This is an unofficial PyTorch implementation created by Ignacio Oguiza (timeseriesAI@gmail.com) based on TST (Zerveas, 2020) and Transformer (Vaswani, 2017).

References:

This implementation is adapted to work with the rest of the tsai library, and contain some hyperparameters that are not available in the original implementation. I included them for experimenting.

Tips on how to use transformers:

  • In general, transformers require a lower lr compared to other time series models when used with the same datasets. It's important to use learn.lr_find() to learn what a good lr may be. In general, I've found lr between 1e-4 to 3e-4 work well.

  • The paper authors recommend to standardize data by feature.
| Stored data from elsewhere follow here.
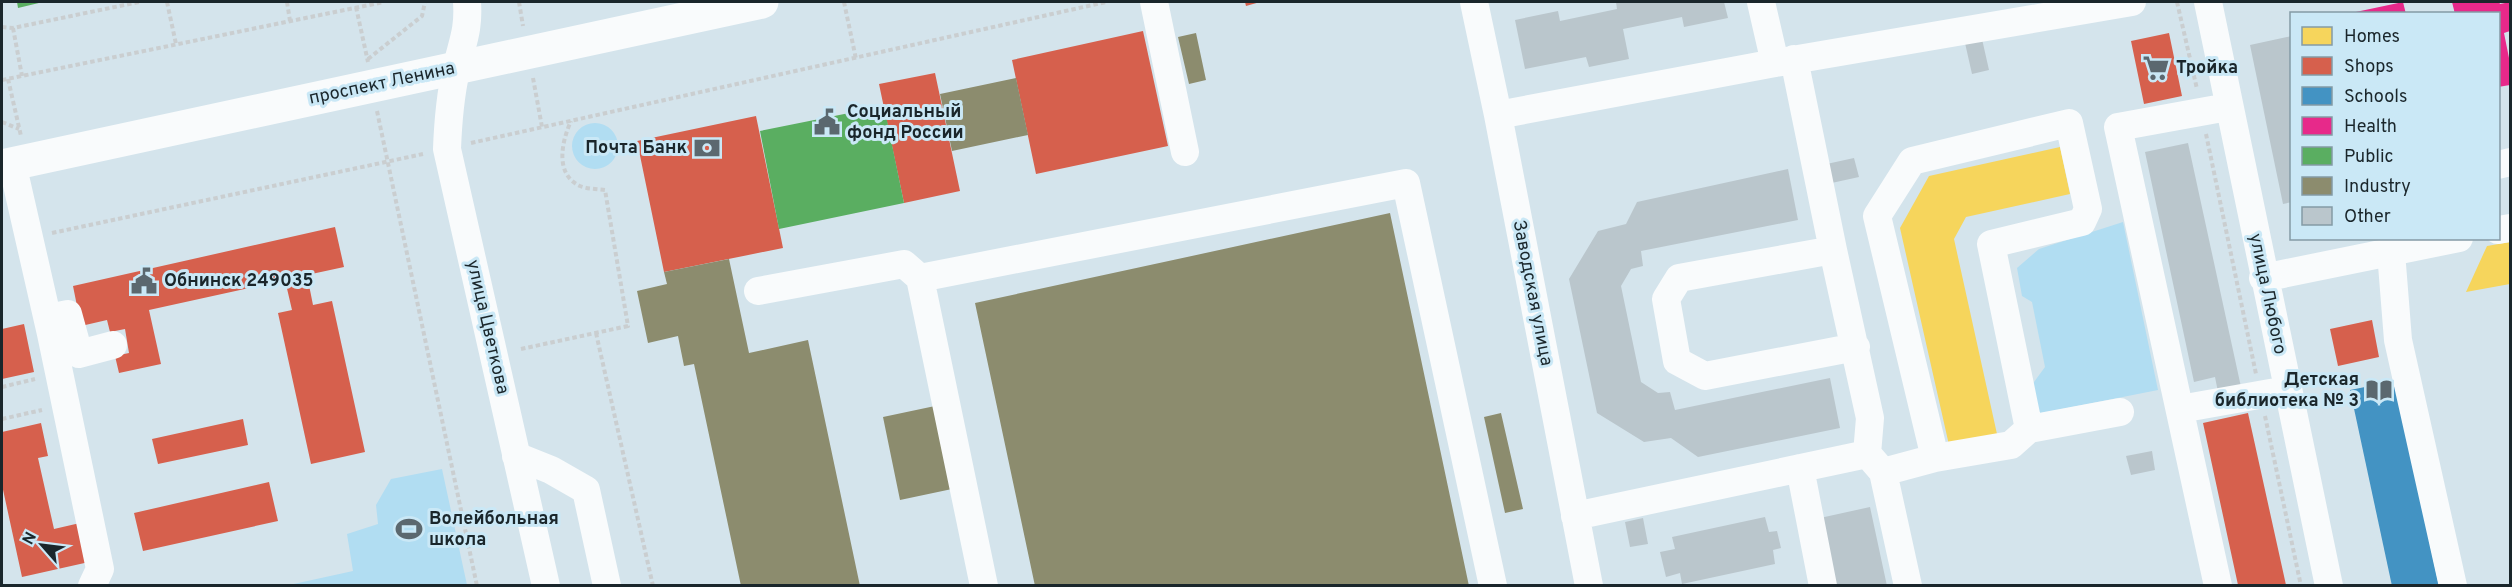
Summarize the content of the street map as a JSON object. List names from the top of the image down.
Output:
{
  "streets": {
    "main road": ["проспект Ленина"],
    "street": ["Заводская улица", "улица Любого", "улица Цветкова"]
  },
  "crossings": [
    ["проспект Ленина", "улица Цветкова"]
  ],
  "places": {
    "supermarket": ["Тройка"],
    "public building": ["Социальный фонд России", "Обнинск 249035"],
    "bank": ["Почта Банк"],
    "library": ["Детская библиотека № 3"],
    "sports": ["Волейбольная школа"]
  },
  "legend": [
    "Homes",
    "Shops",
    "Schools",
    "Health",
    "Public",
    "Industry",
    "Other"
  ],
  "north": "top left"
}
This can be done by adding TSStandardize(by_var=True) as a batch_tfm when creating the TSDataLoaders.

  • When using TST with a long time series, you may use max_w_len to reduce the memory size and thus avoid gpu issues. By default it's set to 512.

  • I've tried different types of positional encoders. In my experience, the default one works just fine.

Imports

Positional encoders

PositionalEncoding[source]

PositionalEncoding(q_len, d_model, normalize=True)

pe = PositionalEncoding(1000, 512).detach().cpu().numpy()
plt.pcolormesh(pe, cmap='viridis')
plt.title('PositionalEncoding')
plt.colorbar()
plt.show()
pe.mean(), pe.std(), pe.min(), pe.max(), pe.shape
(3.2037498e-10, 0.09999991, -0.18388666, 0.11518021, (1000, 512))

Coord2dPosEncoding[source]

Coord2dPosEncoding(q_len, d_model, exponential=False, normalize=True, eps=0.001, verbose=False, device=device(type='cpu'))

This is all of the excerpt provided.